Indian iron ore exports need tax relief to compete globally
Indian iron ore export mining industry, after its absence for four years from the international market, needs tax relief to compete globally, an industry official has said.
"If and buts are there as we return to the competitive international market," R K Sharma, secretary-general of the Federation of Indian Mineral Industries (FIMI) said at the fourth SINGAPORE Iron Ore Forum yesterday. "It will also be challenging to restart some of the mines after they have been closed for four years and flooded by the recent rainy season. Winning new contracts will be challenging," he said.
"The Indian iron ore exporters have contacts with Chinese buyers though their contracts have been cut-off for the last four years," Sharma said. But to support the exports, FIMI has renewed call for removal of export duty on high grade Iron Ore which is at 30 per cent. Delivering an industry address at the Singapore Forum, FIMI President H Noor Ahmed called on the Indian government to remove the export duty on high grade Indian iron ore as it has done so on the lower grade.
"FIMI is putting across (to the) Government of India that exports of iron ore will not lead to any scarcity of ore for the domestic steel plants, present or future. Rather more production will lead to more exploration and discovery of more resources and create more jobs," he added.
Noor Ahmed said past exploration has yielded 9.215 billion tonnes of iron ore, taking the total reserves to 31.323 billion tonnes as April 2013 from 22.108 billion tonnes in 2000. Only 2.041 billion tonnes were mined between 2000 and 2013. Sharma said the 30 per cent export duty should be removed and help Indian iron ore exports compete in the competitive market, where currently 62 per cent FE is priced at USD 51 CIF China.
He even called for a minimum cut of 10 per cent in the export duty as has been allowed for National Mineral Development Corporation (NMDC) Ltd, the largest state-owned miner which has continued its exports to Japan and South Korea over the past four years.
The higher grade Indian iron ore has to compete with the same material from Australia but it is better grade than those from Brazil, he pointed out.
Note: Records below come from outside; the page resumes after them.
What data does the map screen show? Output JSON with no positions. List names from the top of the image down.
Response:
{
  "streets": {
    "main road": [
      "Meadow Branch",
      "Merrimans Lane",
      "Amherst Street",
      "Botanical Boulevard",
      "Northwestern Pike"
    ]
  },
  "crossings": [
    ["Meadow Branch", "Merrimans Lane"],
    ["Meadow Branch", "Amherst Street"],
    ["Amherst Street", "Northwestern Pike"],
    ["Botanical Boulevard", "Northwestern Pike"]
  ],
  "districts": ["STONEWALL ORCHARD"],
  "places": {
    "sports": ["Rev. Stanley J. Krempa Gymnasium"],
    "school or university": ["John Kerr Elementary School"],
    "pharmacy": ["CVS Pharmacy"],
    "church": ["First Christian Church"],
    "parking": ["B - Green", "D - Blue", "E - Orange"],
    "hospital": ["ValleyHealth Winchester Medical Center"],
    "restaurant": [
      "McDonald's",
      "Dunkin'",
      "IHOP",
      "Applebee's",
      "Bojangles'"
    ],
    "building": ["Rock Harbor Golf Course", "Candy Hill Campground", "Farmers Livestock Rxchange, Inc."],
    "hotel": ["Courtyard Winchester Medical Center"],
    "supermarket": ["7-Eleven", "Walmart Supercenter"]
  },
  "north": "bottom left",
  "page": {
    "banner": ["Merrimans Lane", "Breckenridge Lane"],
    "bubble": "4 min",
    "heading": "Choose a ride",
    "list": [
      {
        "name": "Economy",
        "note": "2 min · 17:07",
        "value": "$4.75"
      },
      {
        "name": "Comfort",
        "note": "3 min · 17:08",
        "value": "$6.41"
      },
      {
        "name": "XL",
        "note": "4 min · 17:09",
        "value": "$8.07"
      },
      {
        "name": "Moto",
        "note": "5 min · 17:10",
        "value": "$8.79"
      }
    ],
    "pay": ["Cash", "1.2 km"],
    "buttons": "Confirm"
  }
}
Indian iron ore exports peaked at 117.37 million tonnes in the fiscal year of 2009-2010, accounting for 53.7 per cent of the 218.55 million produced.
The exports have since been declining and trickled to 6.12 million tonnes or 4.75 per cent of the 128.91 million tonnes produced in 2014-2015, according to data from the Indian Bureau of Mines and Production.
"We expect some mines to start production and exports from October as most of the other mines a flooded following the rains," he said.
Goa, with its proximity to ports, will lead the exports from this year as its cost of internal transportation will be lower.
Though it would be difficult to project export volume in the absence of fresh contracts, industry sources expect Indian iron ore exports to reach 40 million tonnes in about two years, especially as Chinese steel mills continues piling up raw materials and ores.